Jokowi Disebut Tak Hargai DPR Soal UU KPK, Pengamat: Ada Lebih Pentingkan Isu Elit Ketimbang Publik
Presiden Jokowi mempertimbangkan penerbitan perppu terkait UU KPK hasil revisi.
TRIBUNKALTIM.CO – Presiden Joko Widodo mempertimbangkan penerbitan peraturan pemerintah pengganti undang-undang (perppu) terkait Undang-undang Komisi Pemberantasan Korupsi (KPK) atau UU KPK hasil revisi.
Menanggapi hal tersebut, Sekretaris Fraksi PDI Perjuangan Bambang Wuryanto menilai apabila Presiden Jokowi menerbitkan Perppu, maka itu sama saja, Presiden tidak menghargai DPR.
“Kalau begitu bagaimana? Ya mohon maaf, Presiden enggak menghormati kami dong? Enggak menghormati kita bersama yang sudah membahas, Presiden dengan DPR,” ujarnya.
• Jokowi Melunak Soal Terbitkan Perppu KPK, Begini Penjelasan Presiden soal Kapan Akan Diputuskan
• Penjelasan Mahfud MD Soal Hasil Revisi UU KPK, Presiden Tak Bisa Mencabut, Tetap Berlaku
• Mahasiswa Unjuk Rasa Tolak Revisi UU KPK dan RKUHP, Ada Dorongan Ketua DPRD Bontang Terjepit
• 5 Fakta Melody Prima, Kritik Demo Mahasiswa Tolak UU KPK dan RKUHP Sampai Diserang Netizen
Terkait hal tersebut, Kompas.com pada Sabtu (28/9/2019) menghubungi Mada Sukmajati, Pengamat Politik dari UGM.
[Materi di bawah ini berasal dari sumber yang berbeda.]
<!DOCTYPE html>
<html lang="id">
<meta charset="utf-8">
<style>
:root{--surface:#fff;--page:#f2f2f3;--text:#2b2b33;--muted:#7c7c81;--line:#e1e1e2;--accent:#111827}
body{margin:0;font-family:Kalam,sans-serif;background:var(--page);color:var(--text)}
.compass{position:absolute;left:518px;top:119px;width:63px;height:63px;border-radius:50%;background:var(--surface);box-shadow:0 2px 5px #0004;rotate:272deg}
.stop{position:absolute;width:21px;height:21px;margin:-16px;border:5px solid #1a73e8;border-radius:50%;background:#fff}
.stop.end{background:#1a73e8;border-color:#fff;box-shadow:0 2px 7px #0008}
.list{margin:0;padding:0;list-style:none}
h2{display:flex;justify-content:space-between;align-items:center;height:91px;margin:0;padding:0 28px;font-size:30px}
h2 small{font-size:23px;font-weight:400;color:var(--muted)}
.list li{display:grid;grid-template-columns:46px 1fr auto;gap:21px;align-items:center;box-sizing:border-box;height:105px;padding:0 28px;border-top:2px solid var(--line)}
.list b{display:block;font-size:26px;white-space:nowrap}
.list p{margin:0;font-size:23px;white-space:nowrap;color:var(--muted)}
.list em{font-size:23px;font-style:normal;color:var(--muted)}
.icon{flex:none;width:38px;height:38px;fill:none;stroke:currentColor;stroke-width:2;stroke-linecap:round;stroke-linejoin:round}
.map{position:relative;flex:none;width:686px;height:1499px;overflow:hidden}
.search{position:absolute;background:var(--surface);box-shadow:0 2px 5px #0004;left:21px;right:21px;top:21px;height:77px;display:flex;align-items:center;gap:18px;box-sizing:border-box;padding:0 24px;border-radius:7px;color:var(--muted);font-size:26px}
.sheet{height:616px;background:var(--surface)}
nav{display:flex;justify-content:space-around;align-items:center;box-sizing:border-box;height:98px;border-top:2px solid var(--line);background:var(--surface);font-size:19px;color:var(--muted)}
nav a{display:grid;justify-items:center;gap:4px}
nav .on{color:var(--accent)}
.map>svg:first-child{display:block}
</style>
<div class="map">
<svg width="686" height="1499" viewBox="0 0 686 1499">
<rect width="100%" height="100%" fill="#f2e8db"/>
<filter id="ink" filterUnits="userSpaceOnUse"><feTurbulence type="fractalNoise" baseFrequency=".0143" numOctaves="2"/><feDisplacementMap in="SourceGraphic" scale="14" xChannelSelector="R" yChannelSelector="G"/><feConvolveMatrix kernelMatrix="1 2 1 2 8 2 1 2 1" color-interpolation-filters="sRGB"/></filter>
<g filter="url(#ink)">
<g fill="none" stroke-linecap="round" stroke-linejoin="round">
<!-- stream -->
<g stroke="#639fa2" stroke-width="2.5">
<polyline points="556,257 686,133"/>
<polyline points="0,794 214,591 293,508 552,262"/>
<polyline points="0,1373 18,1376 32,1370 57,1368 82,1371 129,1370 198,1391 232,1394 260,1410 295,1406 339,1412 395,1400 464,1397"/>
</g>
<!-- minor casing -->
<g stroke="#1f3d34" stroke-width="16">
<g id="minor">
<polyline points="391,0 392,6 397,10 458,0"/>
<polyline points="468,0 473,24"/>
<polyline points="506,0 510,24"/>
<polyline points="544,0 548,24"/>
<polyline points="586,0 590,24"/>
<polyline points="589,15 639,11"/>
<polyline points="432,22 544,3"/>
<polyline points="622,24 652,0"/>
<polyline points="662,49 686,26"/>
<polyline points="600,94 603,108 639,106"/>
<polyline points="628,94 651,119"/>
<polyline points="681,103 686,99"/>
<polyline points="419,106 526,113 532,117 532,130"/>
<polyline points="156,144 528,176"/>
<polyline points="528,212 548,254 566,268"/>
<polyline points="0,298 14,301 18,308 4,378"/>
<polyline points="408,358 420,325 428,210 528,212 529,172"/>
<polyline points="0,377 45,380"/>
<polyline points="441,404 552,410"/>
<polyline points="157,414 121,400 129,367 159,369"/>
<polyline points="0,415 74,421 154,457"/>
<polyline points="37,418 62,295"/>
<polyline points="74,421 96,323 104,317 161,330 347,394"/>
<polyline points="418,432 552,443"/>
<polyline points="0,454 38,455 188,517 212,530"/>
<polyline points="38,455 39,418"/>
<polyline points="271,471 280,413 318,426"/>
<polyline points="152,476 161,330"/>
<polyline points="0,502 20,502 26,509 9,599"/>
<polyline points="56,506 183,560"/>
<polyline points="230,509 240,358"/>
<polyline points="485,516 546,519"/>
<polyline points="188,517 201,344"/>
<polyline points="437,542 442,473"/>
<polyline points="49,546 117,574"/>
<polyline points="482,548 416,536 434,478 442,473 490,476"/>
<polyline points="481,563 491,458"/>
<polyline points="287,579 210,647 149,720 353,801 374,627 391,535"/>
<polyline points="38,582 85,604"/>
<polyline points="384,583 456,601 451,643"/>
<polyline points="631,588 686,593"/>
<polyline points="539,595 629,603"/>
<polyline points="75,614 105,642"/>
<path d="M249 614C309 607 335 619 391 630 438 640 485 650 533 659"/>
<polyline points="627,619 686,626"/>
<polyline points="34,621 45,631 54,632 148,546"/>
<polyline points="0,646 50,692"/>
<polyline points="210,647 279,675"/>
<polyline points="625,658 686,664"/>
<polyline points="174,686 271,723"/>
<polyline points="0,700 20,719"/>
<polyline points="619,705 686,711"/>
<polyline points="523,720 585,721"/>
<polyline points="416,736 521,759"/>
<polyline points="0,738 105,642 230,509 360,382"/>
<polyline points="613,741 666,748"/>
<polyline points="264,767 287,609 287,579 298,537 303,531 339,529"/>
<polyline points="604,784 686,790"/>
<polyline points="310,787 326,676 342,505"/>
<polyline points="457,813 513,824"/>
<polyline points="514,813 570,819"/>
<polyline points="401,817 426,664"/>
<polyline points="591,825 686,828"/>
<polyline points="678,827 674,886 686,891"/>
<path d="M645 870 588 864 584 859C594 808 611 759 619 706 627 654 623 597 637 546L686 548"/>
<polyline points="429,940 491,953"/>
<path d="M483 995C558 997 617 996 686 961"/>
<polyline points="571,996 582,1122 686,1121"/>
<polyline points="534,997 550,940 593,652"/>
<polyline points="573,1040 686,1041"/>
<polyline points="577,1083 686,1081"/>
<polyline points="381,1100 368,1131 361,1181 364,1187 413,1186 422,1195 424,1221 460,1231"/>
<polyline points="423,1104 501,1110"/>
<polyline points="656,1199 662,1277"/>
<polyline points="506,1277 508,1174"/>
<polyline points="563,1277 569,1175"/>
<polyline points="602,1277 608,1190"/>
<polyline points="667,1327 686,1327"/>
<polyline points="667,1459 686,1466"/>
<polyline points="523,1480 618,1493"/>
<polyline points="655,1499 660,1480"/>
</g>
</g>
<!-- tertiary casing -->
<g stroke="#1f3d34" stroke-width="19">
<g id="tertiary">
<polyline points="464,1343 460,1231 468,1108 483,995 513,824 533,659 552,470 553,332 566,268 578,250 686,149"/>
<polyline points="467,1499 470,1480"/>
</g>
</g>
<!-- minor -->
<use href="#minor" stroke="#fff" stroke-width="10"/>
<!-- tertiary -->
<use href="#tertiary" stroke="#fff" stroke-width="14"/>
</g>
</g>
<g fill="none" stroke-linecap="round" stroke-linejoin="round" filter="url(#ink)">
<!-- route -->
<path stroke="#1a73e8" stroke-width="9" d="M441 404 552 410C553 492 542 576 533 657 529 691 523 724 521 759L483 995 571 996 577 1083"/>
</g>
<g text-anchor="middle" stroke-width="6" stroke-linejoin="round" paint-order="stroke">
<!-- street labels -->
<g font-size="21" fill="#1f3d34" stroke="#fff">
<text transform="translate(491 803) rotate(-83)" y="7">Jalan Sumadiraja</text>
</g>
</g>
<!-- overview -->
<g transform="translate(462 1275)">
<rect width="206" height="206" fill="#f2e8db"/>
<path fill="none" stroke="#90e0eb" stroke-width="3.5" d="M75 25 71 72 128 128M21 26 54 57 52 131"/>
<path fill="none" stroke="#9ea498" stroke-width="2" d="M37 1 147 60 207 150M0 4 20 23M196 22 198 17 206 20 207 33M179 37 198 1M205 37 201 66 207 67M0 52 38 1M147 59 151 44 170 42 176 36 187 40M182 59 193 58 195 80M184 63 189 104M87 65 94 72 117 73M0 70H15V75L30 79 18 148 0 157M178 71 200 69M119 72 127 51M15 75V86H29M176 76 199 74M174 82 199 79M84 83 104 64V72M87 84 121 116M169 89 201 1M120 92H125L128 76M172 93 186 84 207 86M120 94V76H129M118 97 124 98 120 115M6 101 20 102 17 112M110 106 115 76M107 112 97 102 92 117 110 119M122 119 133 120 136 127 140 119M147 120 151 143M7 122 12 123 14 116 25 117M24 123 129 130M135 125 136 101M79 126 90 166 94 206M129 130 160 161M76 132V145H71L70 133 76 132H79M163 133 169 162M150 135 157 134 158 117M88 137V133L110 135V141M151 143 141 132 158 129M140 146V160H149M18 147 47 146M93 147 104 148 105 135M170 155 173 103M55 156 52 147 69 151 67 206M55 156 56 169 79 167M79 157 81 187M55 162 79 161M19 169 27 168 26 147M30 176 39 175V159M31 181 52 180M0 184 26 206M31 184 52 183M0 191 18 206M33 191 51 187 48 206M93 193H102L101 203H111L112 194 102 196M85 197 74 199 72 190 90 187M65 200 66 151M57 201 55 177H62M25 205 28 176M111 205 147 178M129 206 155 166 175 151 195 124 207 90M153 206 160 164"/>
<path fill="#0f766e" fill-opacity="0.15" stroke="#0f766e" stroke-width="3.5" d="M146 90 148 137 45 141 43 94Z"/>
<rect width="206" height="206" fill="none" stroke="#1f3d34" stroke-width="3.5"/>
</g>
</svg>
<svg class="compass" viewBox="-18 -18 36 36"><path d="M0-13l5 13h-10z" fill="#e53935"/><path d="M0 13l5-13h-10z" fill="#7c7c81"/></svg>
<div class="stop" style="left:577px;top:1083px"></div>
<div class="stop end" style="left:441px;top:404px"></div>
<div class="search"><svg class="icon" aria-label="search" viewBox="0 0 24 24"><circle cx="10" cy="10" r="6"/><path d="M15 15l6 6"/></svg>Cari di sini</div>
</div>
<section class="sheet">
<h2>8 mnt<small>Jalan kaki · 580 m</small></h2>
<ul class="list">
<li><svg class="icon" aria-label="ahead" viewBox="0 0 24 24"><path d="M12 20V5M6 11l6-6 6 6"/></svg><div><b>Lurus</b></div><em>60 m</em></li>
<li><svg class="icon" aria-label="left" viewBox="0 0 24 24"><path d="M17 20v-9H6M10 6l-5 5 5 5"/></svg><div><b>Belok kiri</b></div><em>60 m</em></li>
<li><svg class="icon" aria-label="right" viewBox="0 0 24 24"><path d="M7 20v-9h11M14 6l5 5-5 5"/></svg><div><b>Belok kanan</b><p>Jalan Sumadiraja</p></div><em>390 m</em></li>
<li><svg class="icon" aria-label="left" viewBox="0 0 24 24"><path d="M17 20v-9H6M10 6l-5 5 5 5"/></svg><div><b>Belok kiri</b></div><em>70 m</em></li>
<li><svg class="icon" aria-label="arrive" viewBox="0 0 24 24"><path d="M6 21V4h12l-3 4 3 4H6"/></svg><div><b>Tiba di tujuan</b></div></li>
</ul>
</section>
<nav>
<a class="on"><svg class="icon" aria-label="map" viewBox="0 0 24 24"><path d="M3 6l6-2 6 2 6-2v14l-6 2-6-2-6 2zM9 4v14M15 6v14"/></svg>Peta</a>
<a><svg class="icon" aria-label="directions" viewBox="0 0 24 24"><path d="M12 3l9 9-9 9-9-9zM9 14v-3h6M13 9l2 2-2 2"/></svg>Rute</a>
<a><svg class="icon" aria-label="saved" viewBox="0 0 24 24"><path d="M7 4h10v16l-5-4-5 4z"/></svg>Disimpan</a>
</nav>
Menurutnya, secara arsitektur kelembagaan hal tersebut (penerbitan Perppu) dimungkinkan.
“Perppu itu semacam veto bagi presiden, kemudian diberikan lembaga legislatif. Ini soal tata negara kita bukan soal hormat tidak hormat” ujarnya.
Ia juga menyebut justru ketika ini dilakukan justru menunjukkan kebijaksanaan presiden.
“Dalam konteks itu, menunjukkan presiden di posisi rakyat saat ada perbedaan antara kebijakan publik dan kehendak publik,” ujarnya.
Menurutnya, apabila dilakukan hal tersebut juga memperlihatkan check and balancing antara lembaga eksekutif dan legislatif.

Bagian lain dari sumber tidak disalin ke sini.